Cardiac Electrophysiology Research and Training Center, Faculty of Medicine, Chiang Mai University, Chiang Mai 50200, Thailand; Cardiac Electrophysiology Unit, Department of Physiology, Faculty of Medicine, Chiang Mai University, Chiang Mai 50200, Thailand; Center of Excellence in Cardiac Electrophysiology, Chiang Mai University, Chiang Mai 50200, Thailand.
Cardiac Electrophysiology Research and Training Center, Faculty of Medicine, Chiang Mai University, Chiang Mai 50200, Thailand; Center of Excellence in Cardiac Electrophysiology, Chiang Mai University, Chiang Mai 50200, Thailand.
Toxicol Appl Pharmacol. 2024 Oct;491:117074. doi: 10.1016/j.taap.2024.117074. Epub 2024 Aug 20.

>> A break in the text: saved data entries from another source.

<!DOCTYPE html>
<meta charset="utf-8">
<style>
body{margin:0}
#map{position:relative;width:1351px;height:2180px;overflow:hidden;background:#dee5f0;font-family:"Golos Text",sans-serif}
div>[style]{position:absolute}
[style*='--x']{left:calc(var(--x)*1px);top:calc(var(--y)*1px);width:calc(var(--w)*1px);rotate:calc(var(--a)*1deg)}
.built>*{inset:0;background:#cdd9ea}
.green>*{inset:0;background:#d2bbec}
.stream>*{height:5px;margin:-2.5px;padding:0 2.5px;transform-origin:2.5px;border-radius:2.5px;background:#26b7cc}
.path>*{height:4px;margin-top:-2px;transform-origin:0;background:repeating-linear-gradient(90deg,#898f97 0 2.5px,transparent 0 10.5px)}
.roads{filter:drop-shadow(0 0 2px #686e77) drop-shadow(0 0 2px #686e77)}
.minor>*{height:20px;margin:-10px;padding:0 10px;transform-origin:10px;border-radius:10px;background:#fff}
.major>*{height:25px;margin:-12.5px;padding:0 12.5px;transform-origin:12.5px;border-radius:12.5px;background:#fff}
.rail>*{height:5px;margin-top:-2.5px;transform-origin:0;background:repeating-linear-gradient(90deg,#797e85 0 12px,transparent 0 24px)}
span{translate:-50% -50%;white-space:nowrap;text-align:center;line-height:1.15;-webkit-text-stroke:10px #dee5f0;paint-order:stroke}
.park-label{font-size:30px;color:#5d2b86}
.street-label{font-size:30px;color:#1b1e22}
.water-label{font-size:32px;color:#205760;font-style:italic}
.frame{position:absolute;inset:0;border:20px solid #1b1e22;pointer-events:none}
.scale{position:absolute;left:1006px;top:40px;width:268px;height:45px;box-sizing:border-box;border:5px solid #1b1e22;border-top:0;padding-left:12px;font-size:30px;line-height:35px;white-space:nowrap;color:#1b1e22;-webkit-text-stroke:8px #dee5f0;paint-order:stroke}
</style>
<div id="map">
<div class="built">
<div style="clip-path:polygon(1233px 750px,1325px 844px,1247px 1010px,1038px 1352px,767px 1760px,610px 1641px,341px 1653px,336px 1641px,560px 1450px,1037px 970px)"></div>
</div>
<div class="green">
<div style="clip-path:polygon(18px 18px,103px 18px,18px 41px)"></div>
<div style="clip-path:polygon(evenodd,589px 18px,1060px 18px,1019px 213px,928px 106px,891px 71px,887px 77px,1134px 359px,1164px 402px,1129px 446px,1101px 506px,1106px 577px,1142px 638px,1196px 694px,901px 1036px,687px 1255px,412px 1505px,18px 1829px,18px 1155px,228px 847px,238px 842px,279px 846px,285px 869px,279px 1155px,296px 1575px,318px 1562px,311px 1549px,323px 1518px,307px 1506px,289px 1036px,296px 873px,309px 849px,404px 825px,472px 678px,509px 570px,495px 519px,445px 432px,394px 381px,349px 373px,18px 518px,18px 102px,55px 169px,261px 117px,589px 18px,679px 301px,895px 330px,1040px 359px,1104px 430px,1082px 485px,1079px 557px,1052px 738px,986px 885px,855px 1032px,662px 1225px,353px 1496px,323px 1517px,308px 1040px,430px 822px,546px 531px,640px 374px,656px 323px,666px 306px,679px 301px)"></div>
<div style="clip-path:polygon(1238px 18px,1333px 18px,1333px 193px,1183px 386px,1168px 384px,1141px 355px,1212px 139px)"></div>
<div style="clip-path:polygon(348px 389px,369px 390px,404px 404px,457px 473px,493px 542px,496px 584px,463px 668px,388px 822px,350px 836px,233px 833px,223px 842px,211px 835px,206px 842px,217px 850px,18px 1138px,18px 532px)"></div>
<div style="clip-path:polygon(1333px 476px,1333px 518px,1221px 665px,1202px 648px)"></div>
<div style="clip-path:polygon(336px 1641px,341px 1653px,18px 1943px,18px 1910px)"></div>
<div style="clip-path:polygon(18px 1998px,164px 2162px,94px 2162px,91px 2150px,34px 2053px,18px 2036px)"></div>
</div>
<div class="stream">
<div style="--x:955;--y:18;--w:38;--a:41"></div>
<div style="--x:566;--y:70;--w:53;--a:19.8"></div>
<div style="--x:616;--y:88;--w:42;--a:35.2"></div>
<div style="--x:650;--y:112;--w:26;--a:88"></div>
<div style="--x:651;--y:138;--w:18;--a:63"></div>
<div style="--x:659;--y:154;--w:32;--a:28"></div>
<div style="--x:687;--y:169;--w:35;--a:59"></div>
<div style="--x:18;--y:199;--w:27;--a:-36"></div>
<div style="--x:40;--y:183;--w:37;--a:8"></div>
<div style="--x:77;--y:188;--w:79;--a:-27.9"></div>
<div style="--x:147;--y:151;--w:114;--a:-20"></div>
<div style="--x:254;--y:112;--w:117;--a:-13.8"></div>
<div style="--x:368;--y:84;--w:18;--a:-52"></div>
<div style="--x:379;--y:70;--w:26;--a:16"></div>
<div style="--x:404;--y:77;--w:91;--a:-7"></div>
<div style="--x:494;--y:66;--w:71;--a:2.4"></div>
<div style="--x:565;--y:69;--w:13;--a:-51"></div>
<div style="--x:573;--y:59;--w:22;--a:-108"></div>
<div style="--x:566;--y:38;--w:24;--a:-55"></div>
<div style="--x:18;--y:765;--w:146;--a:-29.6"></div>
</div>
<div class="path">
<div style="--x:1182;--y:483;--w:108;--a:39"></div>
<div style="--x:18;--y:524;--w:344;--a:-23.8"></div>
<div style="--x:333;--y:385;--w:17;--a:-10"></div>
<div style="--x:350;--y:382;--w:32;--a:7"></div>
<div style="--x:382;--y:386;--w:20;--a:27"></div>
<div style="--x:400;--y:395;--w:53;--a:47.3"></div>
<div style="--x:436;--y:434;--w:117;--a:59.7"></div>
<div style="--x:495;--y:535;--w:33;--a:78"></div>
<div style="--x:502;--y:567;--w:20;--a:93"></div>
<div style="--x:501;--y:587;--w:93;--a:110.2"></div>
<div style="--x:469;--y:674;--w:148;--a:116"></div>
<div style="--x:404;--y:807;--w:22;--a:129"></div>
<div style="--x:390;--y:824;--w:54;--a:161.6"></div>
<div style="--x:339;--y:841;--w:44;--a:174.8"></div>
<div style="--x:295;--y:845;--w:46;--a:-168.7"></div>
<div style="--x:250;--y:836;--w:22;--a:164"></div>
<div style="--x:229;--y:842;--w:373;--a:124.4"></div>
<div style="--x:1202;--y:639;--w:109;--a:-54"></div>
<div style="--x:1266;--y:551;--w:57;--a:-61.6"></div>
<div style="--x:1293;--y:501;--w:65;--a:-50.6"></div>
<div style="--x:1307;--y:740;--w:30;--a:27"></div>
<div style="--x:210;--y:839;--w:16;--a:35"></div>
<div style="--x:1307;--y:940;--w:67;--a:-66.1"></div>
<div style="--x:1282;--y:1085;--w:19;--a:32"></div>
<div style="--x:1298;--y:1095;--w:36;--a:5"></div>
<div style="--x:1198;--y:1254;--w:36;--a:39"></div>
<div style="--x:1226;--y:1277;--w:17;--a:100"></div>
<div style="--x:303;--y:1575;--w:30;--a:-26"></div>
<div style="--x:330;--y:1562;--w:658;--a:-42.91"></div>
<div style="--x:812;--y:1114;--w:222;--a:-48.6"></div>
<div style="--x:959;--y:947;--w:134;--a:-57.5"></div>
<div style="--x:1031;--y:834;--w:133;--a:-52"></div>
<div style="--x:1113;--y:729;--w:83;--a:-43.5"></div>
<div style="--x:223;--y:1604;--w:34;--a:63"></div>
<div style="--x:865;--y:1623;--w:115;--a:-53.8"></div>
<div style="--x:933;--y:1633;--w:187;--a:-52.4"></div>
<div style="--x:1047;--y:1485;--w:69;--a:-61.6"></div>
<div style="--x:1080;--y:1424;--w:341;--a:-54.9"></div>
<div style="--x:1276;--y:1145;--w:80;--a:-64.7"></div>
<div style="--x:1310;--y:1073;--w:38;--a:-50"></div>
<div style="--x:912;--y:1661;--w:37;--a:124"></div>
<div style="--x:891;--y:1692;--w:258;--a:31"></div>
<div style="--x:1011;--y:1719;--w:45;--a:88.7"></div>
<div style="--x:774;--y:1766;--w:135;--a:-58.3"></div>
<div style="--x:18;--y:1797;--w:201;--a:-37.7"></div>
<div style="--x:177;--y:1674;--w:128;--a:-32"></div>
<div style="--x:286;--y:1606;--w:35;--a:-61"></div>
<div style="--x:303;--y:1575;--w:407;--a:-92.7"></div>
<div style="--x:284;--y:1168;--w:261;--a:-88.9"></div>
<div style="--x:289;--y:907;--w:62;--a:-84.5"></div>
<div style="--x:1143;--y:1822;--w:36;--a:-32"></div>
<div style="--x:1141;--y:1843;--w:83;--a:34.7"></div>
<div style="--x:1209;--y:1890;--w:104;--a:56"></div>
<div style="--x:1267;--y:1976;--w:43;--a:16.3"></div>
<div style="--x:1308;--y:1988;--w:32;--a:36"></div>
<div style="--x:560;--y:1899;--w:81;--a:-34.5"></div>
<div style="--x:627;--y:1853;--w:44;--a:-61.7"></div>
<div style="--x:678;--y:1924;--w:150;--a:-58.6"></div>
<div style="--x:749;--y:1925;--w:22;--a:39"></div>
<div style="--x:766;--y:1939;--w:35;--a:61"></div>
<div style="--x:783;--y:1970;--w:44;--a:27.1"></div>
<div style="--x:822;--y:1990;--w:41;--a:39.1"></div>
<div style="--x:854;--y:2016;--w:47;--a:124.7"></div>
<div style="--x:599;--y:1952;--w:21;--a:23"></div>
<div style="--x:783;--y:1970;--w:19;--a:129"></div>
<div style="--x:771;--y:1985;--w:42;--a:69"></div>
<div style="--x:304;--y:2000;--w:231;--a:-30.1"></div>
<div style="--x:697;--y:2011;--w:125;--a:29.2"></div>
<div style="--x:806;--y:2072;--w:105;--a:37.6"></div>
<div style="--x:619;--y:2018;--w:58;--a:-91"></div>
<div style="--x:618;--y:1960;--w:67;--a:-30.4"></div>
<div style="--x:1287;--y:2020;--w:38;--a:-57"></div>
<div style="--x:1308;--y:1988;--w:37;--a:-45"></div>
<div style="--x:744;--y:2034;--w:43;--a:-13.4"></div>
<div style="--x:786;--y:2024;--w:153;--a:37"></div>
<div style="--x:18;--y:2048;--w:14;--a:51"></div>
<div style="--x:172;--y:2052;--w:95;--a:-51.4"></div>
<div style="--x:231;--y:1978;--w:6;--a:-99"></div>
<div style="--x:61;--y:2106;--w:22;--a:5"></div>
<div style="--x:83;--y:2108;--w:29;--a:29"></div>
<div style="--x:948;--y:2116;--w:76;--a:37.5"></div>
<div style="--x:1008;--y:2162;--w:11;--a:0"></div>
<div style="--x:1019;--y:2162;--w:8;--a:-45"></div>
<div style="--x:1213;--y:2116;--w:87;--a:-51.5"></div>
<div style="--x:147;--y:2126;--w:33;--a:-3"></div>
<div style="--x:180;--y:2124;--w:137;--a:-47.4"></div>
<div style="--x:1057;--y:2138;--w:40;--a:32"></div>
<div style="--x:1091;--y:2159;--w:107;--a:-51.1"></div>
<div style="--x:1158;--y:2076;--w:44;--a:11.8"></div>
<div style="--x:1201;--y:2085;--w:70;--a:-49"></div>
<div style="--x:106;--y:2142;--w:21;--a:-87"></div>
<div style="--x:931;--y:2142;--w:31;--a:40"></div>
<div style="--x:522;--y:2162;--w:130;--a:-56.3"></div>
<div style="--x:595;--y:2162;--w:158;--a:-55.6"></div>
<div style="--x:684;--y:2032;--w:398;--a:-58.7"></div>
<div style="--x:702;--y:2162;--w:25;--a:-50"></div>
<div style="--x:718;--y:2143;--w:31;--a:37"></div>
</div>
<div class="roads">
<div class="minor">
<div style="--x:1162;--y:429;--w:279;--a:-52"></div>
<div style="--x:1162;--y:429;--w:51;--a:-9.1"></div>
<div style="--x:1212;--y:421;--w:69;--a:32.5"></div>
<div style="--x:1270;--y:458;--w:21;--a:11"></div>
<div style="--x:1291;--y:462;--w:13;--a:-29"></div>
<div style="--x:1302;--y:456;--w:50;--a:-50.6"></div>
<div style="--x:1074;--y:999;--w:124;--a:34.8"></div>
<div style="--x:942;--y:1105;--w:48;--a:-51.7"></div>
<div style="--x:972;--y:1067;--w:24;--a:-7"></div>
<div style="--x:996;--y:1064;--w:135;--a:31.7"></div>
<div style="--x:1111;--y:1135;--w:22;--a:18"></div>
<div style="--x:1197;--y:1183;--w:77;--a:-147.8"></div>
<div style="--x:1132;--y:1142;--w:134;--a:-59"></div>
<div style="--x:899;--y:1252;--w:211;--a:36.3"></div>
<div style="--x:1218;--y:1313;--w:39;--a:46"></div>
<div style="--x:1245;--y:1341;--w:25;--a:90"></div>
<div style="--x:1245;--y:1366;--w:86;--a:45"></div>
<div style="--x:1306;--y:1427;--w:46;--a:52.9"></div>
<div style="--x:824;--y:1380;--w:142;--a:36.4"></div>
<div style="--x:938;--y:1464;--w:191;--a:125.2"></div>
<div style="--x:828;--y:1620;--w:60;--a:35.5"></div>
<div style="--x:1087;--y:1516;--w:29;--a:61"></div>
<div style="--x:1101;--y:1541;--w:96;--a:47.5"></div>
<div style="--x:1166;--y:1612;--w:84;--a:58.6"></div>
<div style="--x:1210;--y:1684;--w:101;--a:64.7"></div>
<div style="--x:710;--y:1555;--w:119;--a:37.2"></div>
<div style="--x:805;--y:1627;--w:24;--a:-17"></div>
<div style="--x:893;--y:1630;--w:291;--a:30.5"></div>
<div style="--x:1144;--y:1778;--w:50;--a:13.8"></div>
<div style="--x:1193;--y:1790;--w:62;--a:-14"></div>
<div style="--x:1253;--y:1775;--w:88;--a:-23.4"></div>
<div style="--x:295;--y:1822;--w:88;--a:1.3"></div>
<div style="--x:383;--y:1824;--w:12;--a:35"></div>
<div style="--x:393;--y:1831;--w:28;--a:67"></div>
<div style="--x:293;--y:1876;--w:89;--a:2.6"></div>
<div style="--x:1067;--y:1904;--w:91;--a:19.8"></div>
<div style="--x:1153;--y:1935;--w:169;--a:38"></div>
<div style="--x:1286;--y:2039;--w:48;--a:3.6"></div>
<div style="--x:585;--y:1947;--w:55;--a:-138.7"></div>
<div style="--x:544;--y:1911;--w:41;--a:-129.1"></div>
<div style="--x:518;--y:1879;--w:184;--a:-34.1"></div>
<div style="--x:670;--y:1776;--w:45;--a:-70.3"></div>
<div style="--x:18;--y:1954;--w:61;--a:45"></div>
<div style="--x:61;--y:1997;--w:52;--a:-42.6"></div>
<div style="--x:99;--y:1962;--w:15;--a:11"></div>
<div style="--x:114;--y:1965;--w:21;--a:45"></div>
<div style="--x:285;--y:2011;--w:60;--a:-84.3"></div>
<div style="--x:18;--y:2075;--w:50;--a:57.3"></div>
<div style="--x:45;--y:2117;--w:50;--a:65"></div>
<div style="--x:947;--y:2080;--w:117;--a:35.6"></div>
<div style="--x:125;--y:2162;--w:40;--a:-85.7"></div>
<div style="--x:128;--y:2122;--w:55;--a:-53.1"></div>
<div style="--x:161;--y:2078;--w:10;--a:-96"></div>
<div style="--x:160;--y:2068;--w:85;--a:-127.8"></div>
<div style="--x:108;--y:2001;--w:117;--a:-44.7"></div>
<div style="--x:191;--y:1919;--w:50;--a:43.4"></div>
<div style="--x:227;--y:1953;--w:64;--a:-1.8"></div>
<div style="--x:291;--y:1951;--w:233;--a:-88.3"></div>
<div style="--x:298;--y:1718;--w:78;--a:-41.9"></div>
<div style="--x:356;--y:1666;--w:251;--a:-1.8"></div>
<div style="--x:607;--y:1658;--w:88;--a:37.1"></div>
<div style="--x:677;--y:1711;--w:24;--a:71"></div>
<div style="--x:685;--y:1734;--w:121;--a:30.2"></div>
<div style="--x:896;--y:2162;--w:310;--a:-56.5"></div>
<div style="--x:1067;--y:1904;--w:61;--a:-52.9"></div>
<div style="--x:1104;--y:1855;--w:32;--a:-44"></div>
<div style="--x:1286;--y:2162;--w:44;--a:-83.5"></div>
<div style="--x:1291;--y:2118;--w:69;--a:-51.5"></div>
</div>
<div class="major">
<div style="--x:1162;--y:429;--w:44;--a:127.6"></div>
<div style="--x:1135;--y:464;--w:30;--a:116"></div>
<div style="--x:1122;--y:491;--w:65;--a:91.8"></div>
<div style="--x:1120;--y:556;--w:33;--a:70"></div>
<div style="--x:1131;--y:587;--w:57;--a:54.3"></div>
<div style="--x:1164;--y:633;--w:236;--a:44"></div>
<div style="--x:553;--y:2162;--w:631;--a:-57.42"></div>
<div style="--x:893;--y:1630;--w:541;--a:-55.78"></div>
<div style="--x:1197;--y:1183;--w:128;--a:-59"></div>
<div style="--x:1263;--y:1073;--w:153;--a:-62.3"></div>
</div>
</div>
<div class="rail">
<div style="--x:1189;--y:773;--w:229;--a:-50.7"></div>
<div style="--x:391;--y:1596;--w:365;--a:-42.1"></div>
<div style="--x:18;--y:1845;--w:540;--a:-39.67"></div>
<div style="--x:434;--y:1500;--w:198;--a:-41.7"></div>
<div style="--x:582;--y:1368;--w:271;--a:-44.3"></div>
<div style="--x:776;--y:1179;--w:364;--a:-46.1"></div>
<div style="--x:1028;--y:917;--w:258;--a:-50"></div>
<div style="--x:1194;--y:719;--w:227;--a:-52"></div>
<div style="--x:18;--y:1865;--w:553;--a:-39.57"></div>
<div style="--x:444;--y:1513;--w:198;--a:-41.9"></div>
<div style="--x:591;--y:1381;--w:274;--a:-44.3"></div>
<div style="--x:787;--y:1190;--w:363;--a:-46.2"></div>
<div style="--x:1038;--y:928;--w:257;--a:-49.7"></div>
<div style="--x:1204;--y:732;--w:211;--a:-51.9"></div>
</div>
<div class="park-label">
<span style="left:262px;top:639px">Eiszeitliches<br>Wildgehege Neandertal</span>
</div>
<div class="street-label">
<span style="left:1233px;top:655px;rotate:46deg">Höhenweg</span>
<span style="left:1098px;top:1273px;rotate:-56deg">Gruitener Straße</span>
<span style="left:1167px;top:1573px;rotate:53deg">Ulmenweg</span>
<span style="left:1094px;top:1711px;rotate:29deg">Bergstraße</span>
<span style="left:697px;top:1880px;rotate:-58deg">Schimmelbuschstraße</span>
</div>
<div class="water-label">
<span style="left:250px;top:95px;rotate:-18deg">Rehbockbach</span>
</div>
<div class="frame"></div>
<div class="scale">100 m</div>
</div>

Despite its efficacy in human epidermal growth factor receptor 2 positive cancer treatment, trastuzumab-induced cardiotoxicity (TIC) has become a growing concern. Due to the lack of cardiomyocyte regeneration and proliferation in adult heart, cell death significantly contributes to cardiovascular diseases. Cardiac autonomic modulation by vagus nerve stimulation (VNS) has shown cardioprotective effects in several heart disease models, while the effects of VNS and its underlying mechanisms against TIC have not been found. Forty adult male Wistar rats were divided into 5 groups: (i) control without VNS (CSham) group, (ii) trastuzumab (4 mg/kg/day, i.p.) without VNS (TSham) group, (iii) trastuzumab + VNS (TVNS) group, (iv) trastuzumab + VNS + mAChR blocker (atropine; 1 mg/kg/day, ip, TVNS + Atro) group, and (v) trastuzumab + VNS + nAChR blocker (mecamylamine; 7.5 mg/kg/day, ip, TVNS + Mec) group. Our results showed that trastuzumab induced cardiac dysfunction by increasing autonomic dysfunction, mitochondrial dysfunction/dynamics imbalance, and cardiomyocyte death including apoptosis, autophagic deficiency, pyroptosis, and ferroptosis, which were notably alleviated by VNS. However, mAChR and nAChR blockers significantly inhibited the beneficial effects of VNS on cardiac autonomic dysfunction, mitochondrial dysfunction, cardiomyocyte apoptosis, pyroptosis, and ferroptosis. Only nAChR could counteract the protective effects of VNS on cardiac mitochondrial dynamics imbalance and autophagy insufficiency. Therefore, VNS prevented TIC by rebalancing autonomic activity, ameliorating mitochondrial dysfunction and cardiomyocyte death through mAChR and nAChR activation. The current study provides a novel perspective elucidating the potential treatment of VNS, thus also offering other pharmacological therapeutic promises in TIC patients.
尽管曲妥珠单抗在治疗人表皮生长因子受体 2 阳性癌症方面具有疗效,但曲妥珠单抗诱导的心脏毒性(TIC)已成为一个日益受到关注的问题。由于成年心脏中心肌细胞的再生和增殖能力有限,细胞死亡是心血管疾病的主要原因。迷走神经刺激(VNS)对心脏自主神经的调节已在多种心脏病模型中显示出心脏保护作用,而 VNS 对 TIC 的作用及其潜在机制尚未得到证实。本研究将 40 只成年雄性 Wistar 大鼠分为 5 组:(i)无 VNS 的对照组(CSham),(ii)无 VNS 的曲妥珠单抗组(TSham),(iii)曲妥珠单抗+VNS 组(TVNS),(iv)曲妥珠单抗+VNS+mAChR 阻滞剂(阿托品;1mg/kg/天,ip,TVNS+Atro)组,和(v)曲妥珠单抗+VNS+nAChR 阻滞剂(美加明;7.5mg/kg/天,ip,TVNS+Mec)组。我们的结果表明,曲妥珠单抗通过增加自主神经功能障碍、线粒体功能障碍/动力学失衡和心肌细胞死亡(包括凋亡、自噬缺陷、细胞焦亡和铁死亡)导致心脏功能障碍,VNS 可显著缓解这些变化。然而,mAChR 和 nAChR 阻滞剂显著抑制了 VNS 对心脏自主神经功能障碍、线粒体功能障碍、心肌细胞凋亡、细胞焦亡和铁死亡的有益作用。只有 nAChR 可拮抗 VNS 对心脏线粒体动力学失衡和自噬不足的保护作用。因此,VNS 通过平衡自主神经活动、改善线粒体功能和心肌细胞死亡来预防 TIC,通过 mAChR 和 nAChR 的激活发挥作用。本研究为 VNS 的潜在治疗提供了新的视角,也为 TIC 患者提供了其他潜在的药物治疗选择。